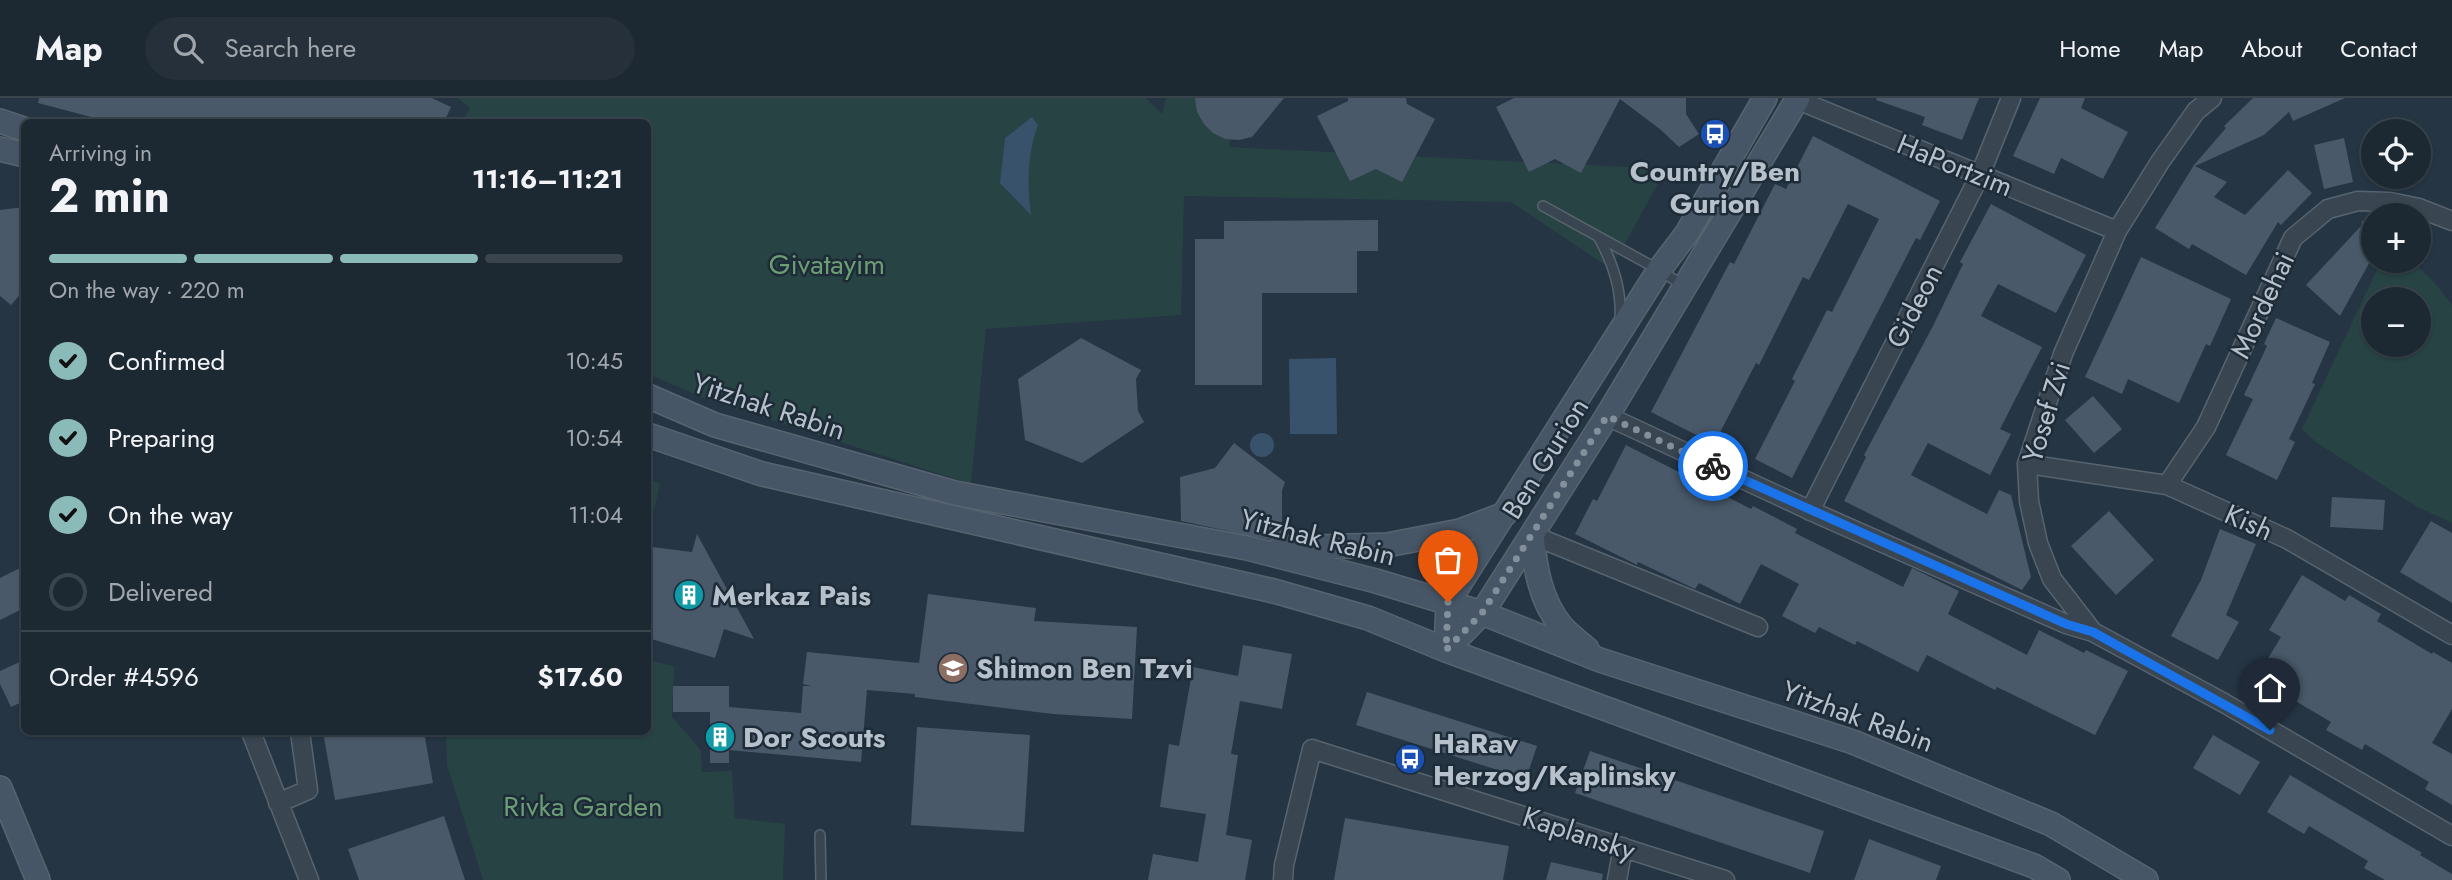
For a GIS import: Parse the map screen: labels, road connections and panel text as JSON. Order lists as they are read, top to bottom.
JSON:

==

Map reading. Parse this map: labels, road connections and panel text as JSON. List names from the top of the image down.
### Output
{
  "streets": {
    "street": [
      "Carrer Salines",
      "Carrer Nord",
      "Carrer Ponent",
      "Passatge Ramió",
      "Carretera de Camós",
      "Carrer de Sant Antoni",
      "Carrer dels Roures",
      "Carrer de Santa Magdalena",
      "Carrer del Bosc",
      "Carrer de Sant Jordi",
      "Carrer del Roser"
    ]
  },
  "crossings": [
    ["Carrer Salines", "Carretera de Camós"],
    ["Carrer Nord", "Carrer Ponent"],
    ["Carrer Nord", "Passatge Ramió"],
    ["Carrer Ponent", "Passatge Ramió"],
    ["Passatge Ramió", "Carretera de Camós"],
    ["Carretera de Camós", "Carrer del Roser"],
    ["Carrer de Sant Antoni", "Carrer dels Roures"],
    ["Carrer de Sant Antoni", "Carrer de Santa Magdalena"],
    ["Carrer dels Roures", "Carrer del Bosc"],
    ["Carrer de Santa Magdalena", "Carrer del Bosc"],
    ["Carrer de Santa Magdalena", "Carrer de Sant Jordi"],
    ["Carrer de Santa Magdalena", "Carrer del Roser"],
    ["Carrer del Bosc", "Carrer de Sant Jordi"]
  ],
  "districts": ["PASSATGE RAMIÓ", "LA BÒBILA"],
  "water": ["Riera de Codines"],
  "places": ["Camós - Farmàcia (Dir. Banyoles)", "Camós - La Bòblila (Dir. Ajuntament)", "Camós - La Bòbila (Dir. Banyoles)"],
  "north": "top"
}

Problem details: Pick every line containing the word "road" out of the material, and copy those lines.

Exercise answer:
For a GIS import: Parse the map screen: labels, road connections and panel text as JSON. Order lists as they are read, top to bottom.
Map reading. Parse this map: labels, road connections and panel text as JSON. List names from the top of the image down.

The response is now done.